What is expected: Exactly as written, repeat all of the records below.

Saved data entries:
------------------------------------------------------------
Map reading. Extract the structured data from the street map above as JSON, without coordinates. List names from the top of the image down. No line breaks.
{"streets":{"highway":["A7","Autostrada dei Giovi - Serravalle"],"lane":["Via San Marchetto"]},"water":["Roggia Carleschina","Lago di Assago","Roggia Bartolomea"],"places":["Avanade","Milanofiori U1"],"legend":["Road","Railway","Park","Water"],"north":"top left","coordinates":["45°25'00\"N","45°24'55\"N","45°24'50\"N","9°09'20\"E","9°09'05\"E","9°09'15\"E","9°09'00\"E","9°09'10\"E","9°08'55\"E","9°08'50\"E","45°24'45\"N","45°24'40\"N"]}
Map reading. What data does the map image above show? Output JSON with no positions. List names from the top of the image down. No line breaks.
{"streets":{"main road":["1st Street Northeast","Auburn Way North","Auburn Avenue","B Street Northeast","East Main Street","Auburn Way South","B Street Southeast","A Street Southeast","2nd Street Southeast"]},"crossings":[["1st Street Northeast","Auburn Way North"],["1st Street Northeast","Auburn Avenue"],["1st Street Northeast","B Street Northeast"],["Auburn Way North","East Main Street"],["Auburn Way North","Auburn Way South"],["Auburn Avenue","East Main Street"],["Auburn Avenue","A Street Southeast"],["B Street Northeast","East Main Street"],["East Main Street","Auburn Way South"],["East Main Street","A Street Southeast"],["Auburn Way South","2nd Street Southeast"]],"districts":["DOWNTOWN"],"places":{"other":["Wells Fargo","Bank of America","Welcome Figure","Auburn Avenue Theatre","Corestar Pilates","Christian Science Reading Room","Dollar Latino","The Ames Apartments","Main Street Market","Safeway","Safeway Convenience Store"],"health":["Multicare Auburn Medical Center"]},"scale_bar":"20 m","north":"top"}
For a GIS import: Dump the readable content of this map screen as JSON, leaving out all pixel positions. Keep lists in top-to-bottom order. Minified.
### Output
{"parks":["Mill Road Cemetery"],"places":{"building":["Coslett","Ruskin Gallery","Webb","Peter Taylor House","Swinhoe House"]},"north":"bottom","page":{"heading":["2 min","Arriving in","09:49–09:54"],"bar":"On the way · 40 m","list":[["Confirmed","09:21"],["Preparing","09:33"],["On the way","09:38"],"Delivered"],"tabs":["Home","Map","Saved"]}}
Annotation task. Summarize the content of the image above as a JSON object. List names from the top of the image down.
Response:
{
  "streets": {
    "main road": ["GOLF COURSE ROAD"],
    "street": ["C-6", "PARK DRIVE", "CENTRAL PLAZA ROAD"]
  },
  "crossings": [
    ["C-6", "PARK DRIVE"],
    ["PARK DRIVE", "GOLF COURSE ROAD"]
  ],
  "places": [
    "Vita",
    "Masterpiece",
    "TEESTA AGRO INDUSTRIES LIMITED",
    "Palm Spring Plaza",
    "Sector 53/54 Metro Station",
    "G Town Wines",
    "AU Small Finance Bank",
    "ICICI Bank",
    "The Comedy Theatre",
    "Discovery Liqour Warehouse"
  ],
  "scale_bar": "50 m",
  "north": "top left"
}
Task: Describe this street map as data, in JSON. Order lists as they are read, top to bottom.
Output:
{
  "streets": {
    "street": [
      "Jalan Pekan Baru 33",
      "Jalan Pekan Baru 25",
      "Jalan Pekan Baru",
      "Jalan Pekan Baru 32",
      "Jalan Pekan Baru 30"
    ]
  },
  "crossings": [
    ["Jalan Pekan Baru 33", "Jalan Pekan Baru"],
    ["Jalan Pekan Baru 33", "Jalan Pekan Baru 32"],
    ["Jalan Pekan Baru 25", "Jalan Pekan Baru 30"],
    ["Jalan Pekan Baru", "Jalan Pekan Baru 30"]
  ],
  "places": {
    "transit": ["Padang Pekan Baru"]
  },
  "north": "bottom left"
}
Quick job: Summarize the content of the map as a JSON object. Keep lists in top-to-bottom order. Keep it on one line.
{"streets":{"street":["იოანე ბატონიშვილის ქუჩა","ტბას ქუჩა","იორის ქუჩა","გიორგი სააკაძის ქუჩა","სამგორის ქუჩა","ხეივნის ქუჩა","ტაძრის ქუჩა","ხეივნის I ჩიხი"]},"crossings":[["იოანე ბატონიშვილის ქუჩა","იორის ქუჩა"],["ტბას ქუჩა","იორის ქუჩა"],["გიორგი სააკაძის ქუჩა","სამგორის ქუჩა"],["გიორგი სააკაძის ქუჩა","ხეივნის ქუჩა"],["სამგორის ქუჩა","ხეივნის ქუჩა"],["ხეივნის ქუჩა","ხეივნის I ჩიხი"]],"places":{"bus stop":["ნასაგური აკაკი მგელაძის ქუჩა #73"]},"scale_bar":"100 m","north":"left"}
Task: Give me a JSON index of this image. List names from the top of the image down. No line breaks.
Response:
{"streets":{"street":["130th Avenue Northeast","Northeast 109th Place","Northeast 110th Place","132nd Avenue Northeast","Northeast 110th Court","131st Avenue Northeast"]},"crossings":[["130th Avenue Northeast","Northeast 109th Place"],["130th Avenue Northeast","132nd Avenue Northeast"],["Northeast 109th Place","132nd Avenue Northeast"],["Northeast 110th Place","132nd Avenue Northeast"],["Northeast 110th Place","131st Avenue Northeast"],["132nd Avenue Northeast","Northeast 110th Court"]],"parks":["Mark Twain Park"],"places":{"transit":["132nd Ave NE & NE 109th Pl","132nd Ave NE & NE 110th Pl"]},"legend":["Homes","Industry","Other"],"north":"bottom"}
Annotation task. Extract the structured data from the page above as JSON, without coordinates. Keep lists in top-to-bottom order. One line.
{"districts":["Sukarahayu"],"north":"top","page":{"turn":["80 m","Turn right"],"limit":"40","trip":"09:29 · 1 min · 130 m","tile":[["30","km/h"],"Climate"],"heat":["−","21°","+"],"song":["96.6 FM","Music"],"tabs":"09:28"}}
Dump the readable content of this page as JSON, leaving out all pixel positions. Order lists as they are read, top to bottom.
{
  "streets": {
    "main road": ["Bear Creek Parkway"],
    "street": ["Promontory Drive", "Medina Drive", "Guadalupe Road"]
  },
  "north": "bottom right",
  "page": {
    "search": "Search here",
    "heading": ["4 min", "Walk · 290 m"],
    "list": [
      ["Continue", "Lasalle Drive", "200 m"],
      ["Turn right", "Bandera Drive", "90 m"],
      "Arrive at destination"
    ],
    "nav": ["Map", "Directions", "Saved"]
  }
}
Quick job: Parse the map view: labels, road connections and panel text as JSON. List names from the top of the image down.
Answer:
------------------------------------------------------------
Solution to the exercise:
Map reading. Extract the structured data from the street map above as JSON, without coordinates. List names from the top of the image down. No line breaks.
{"streets":{"highway":["A7","Autostrada dei Giovi - Serravalle"],"lane":["Via San Marchetto"]},"water":["Roggia Carleschina","Lago di Assago","Roggia Bartolomea"],"places":["Avanade","Milanofiori U1"],"legend":["Road","Railway","Park","Water"],"north":"top left","coordinates":["45°25'00\"N","45°24'55\"N","45°24'50\"N","9°09'20\"E","9°09'05\"E","9°09'15\"E","9°09'00\"E","9°09'10\"E","9°08'55\"E","9°08'50\"E","45°24'45\"N","45°24'40\"N"]}
Map reading. What data does the map image above show? Output JSON with no positions. List names from the top of the image down. No line breaks.
{"streets":{"main road":["1st Street Northeast","Auburn Way North","Auburn Avenue","B Street Northeast","East Main Street","Auburn Way South","B Street Southeast","A Street Southeast","2nd Street Southeast"]},"crossings":[["1st Street Northeast","Auburn Way North"],["1st Street Northeast","Auburn Avenue"],["1st Street Northeast","B Street Northeast"],["Auburn Way North","East Main Street"],["Auburn Way North","Auburn Way South"],["Auburn Avenue","East Main Street"],["Auburn Avenue","A Street Southeast"],["B Street Northeast","East Main Street"],["East Main Street","Auburn Way South"],["East Main Street","A Street Southeast"],["Auburn Way South","2nd Street Southeast"]],"districts":["DOWNTOWN"],"places":{"other":["Wells Fargo","Bank of America","Welcome Figure","Auburn Avenue Theatre","Corestar Pilates","Christian Science Reading Room","Dollar Latino","The Ames Apartments","Main Street Market","Safeway","Safeway Convenience Store"],"health":["Multicare Auburn Medical Center"]},"scale_bar":"20 m","north":"top"}
For a GIS import: Dump the readable content of this map screen as JSON, leaving out all pixel positions. Keep lists in top-to-bottom order. Minified.
### Output
{"parks":["Mill Road Cemetery"],"places":{"building":["Coslett","Ruskin Gallery","Webb","Peter Taylor House","Swinhoe House"]},"north":"bottom","page":{"heading":["2 min","Arriving in","09:49–09:54"],"bar":"On the way · 40 m","list":[["Confirmed","09:21"],["Preparing","09:33"],["On the way","09:38"],"Delivered"],"tabs":["Home","Map","Saved"]}}
Annotation task. Summarize the content of the image above as a JSON object. List names from the top of the image down.
Response:
{
  "streets": {
    "main road": ["GOLF COURSE ROAD"],
    "street": ["C-6", "PARK DRIVE", "CENTRAL PLAZA ROAD"]
  },
  "crossings": [
    ["C-6", "PARK DRIVE"],
    ["PARK DRIVE", "GOLF COURSE ROAD"]
  ],
  "places": [
    "Vita",
    "Masterpiece",
    "TEESTA AGRO INDUSTRIES LIMITED",
    "Palm Spring Plaza",
    "Sector 53/54 Metro Station",
    "G Town Wines",
    "AU Small Finance Bank",
    "ICICI Bank",
    "The Comedy Theatre",
    "Discovery Liqour Warehouse"
  ],
  "scale_bar": "50 m",
  "north": "top left"
}
Task: Describe this street map as data, in JSON. Order lists as they are read, top to bottom.
Output:
{
  "streets": {
    "street": [
      "Jalan Pekan Baru 33",
      "Jalan Pekan Baru 25",
      "Jalan Pekan Baru",
      "Jalan Pekan Baru 32",
      "Jalan Pekan Baru 30"
    ]
  },
  "crossings": [
    ["Jalan Pekan Baru 33", "Jalan Pekan Baru"],
    ["Jalan Pekan Baru 33", "Jalan Pekan Baru 32"],
    ["Jalan Pekan Baru 25", "Jalan Pekan Baru 30"],
    ["Jalan Pekan Baru", "Jalan Pekan Baru 30"]
  ],
  "places": {
    "transit": ["Padang Pekan Baru"]
  },
  "north": "bottom left"
}
Quick job: Summarize the content of the map as a JSON object. Keep lists in top-to-bottom order. Keep it on one line.
{"streets":{"street":["იოანე ბატონიშვილის ქუჩა","ტბას ქუჩა","იორის ქუჩა","გიორგი სააკაძის ქუჩა","სამგორის ქუჩა","ხეივნის ქუჩა","ტაძრის ქუჩა","ხეივნის I ჩიხი"]},"crossings":[["იოანე ბატონიშვილის ქუჩა","იორის ქუჩა"],["ტბას ქუჩა","იორის ქუჩა"],["გიორგი სააკაძის ქუჩა","სამგორის ქუჩა"],["გიორგი სააკაძის ქუჩა","ხეივნის ქუჩა"],["სამგორის ქუჩა","ხეივნის ქუჩა"],["ხეივნის ქუჩა","ხეივნის I ჩიხი"]],"places":{"bus stop":["ნასაგური აკაკი მგელაძის ქუჩა #73"]},"scale_bar":"100 m","north":"left"}
Task: Give me a JSON index of this image. List names from the top of the image down. No line breaks.
Response:
{"streets":{"street":["130th Avenue Northeast","Northeast 109th Place","Northeast 110th Place","132nd Avenue Northeast","Northeast 110th Court","131st Avenue Northeast"]},"crossings":[["130th Avenue Northeast","Northeast 109th Place"],["130th Avenue Northeast","132nd Avenue Northeast"],["Northeast 109th Place","132nd Avenue Northeast"],["Northeast 110th Place","132nd Avenue Northeast"],["Northeast 110th Place","131st Avenue Northeast"],["132nd Avenue Northeast","Northeast 110th Court"]],"parks":["Mark Twain Park"],"places":{"transit":["132nd Ave NE & NE 109th Pl","132nd Ave NE & NE 110th Pl"]},"legend":["Homes","Industry","Other"],"north":"bottom"}
Annotation task. Extract the structured data from the page above as JSON, without coordinates. Keep lists in top-to-bottom order. One line.
{"districts":["Sukarahayu"],"north":"top","page":{"turn":["80 m","Turn right"],"limit":"40","trip":"09:29 · 1 min · 130 m","tile":[["30","km/h"],"Climate"],"heat":["−","21°","+"],"song":["96.6 FM","Music"],"tabs":"09:28"}}
Dump the readable content of this page as JSON, leaving out all pixel positions. Order lists as they are read, top to bottom.
{
  "streets": {
    "main road": ["Bear Creek Parkway"],
    "street": ["Promontory Drive", "Medina Drive", "Guadalupe Road"]
  },
  "north": "bottom right",
  "page": {
    "search": "Search here",
    "heading": ["4 min", "Walk · 290 m"],
    "list": [
      ["Continue", "Lasalle Drive", "200 m"],
      ["Turn right", "Bandera Drive", "90 m"],
      "Arrive at destination"
    ],
    "nav": ["Map", "Directions", "Saved"]
  }
}
Quick job: Parse the map view: labels, road connections and panel text as JSON. List names from the top of the image down.
Answer:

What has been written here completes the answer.